It is widely anticipated that the banking sector will award the biggest bonus payments since the global financial crash of 2008, with a post-pandemic talent war taking place against a background of increased M&A activity and signs of global economic recovery.

London’s four biggest banks are expected to collectively pay out in excess of £4 billion, and this trend is likely to be seen beyond the UK.

Individual entitlement to a bonus depends on many factors, the starting point of course being the contract of employment, and the wording of any bonus scheme.

The following are the key challenges that can be raised:

Entirely discretionary
Bonuses are typically expressed to be discretionary, although an award may take into account factors such as individual or company performance, and the size of the overall bonus pool.  

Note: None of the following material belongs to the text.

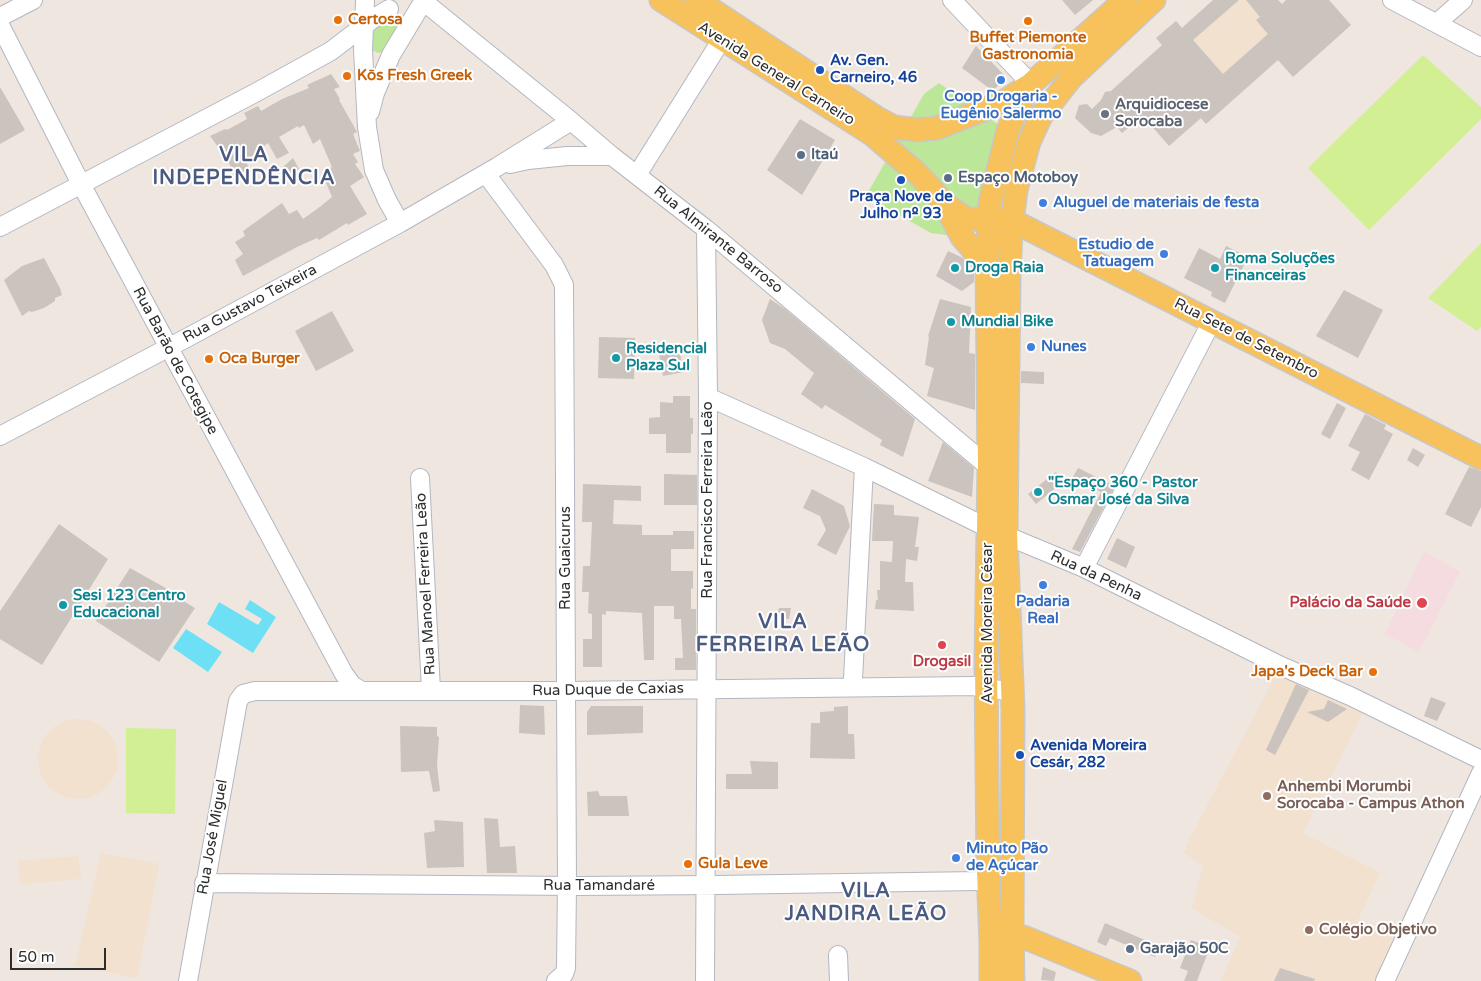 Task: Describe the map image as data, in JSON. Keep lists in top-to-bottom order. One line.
{"streets":{"main road":["Avenida General Carneiro","Rua Sete de Setembro","Avenida Moreira César"],"street":["Rua Almirante Barroso","Rua Gustavo Teixeira","Rua Barão de Cotegipe","Rua Francisco Ferreira Leão","Rua Guaicurus","Rua da Penha","Rua Manoel Ferreira Leão","Rua Duque de Caxias","Rua José Miguel","Rua Tamandaré"]},"crossings":[["Rua Almirante Barroso","Rua Gustavo Teixeira"],["Rua Almirante Barroso","Rua Francisco Ferreira Leão"],["Rua Almirante Barroso","Avenida Moreira César"],["Rua Gustavo Teixeira","Rua Barão de Cotegipe"],["Rua Gustavo Teixeira","Rua Guaicurus"],["Rua Sete de Setembro","Avenida Moreira César"],["Rua Barão de Cotegipe","Rua Duque de Caxias"],["Rua Francisco Ferreira Leão","Rua da Penha"],["Rua Francisco Ferreira Leão","Rua Duque de Caxias"],["Rua Francisco Ferreira Leão","Rua Tamandaré"],["Rua Guaicurus","Rua Duque de Caxias"],["Rua Guaicurus","Rua Tamandaré"],["Rua da Penha","Avenida Moreira César"],["Rua Manoel Ferreira Leão","Rua Duque de Caxias"],["Avenida Moreira César","Rua Duque de Caxias"],["Avenida Moreira César","Rua Tamandaré"],["Rua Duque de Caxias","Rua José Miguel"],["Rua José Miguel","Rua Tamandaré"]],"districts":["VILA INDEPENDÊNCIA","VILA FERREIRA LEÃO","VILA JANDIRA LEÃO"],"places":["Certosa","Buffet Piemonte Gastronomia","Av. Gen. Carneiro, 46","Kōs Fresh Greek","Coop Drogaria - Eugênio Salermo","Arquidiocese Sorocaba","Itaú","Espaço Motoboy","Praça Nove de Julho nº 93","Aluguel de materiais de festa","Estudio de Tatuagem","Droga Raia","Roma Soluções Financeiras","Mundial Bike","Nunes","Residencial Plaza Sul","Oca Burger","\"Espaço 360 - Pastor Osmar José da Silva","Padaria Real","Palácio da Saúde","Sesi 123 Centro Educacional","Drogasil","Japa's Deck Bar","Avenida Moreira Cesár, 282","Anhembi Morumbi Sorocaba - Campus Athon","Minuto Pão de Açúcar","Gula Leve","Colégio Objetivo","Garajão 50C"],"scale_bar":"50 m"}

It is important to note that even where bonuses are expressed to be entirely discretionary, the employer’s discretion is not unfettered, and must not be exercised in a manner that is irrational or perverse. This test is more than merely ‘unreasonable’, but it does give those who receive no bonus, or a bonus which is smaller than expected, a route to challenge an apparently discretionary award.

Custom and practice
Custom and practice can also be a factor where an executive can expect to receive a bonus comparable to that awarded in previous years, taking into account all relevant factors, for example, performance. A well drafted bonus scheme will, however, typically make clear that payment of a bonus in one year does not create a right to an award in any subsequent years.

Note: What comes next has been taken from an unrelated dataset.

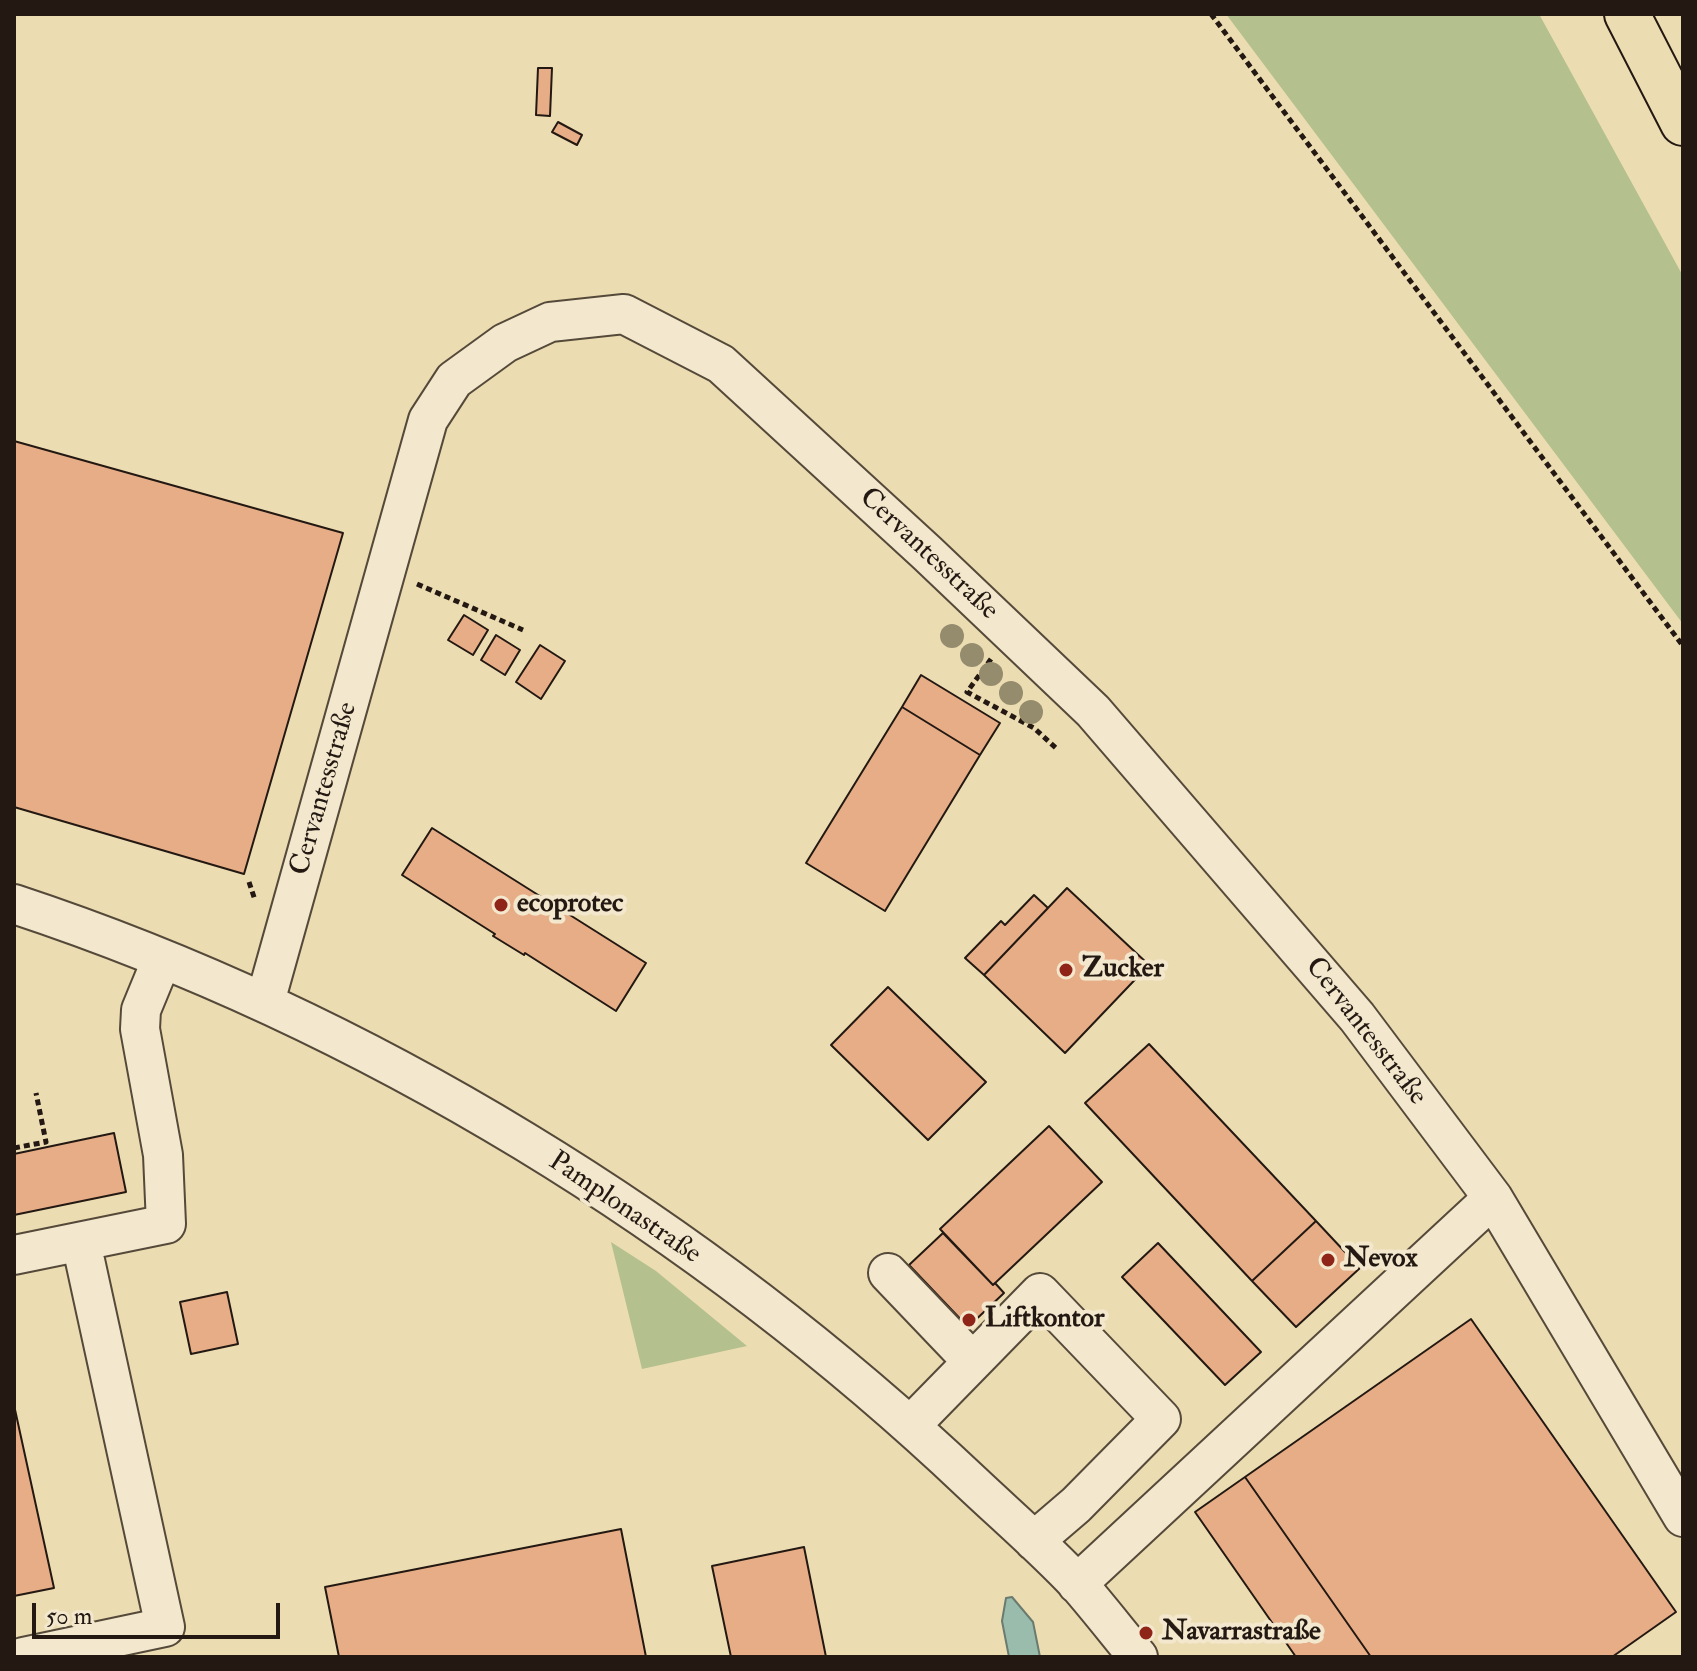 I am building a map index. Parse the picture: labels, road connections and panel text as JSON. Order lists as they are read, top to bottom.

Awards can also be challenged on discrimination grounds, for example, a female executive receiving a lower award than her male peers. There are many examples of such claims, most recently the widely reported case of Stacey Macken, whose claim against BNP Paribas resulted in an award of over £2 million in respect of underpayment of salary and bonuses, in comparison to her male colleagues.

What if you are leaving? Good and bad leaver provisions
Many bonus schemes will distinguish between good and bad leavers, with the latter receiving no bonus and the former receiving some or all of their award. The definitions of good and bad leaver will often be crucial and can vary from scheme to scheme.

Good leavers, however, tend to be those who leave due to ill-health or redundancy, whereas bad leavers will leave as a result of capability or conduct issues, or to join a competitor in breach of post-termination restrictive covenants.

If you are considering a move to a new employer, or have been given notice by your current employer, you should check carefully whether this will invalidate your claim to a bonus. Similarly, a payment in lieu of notice (PILON) clause that covers basic salary only should be treated cautiously – exercising such a clause may mean that an employer can lawfully terminate employment with immediate effect, and deprive you of the right to a bonus – although, there may be separate grounds for unfair dismissal.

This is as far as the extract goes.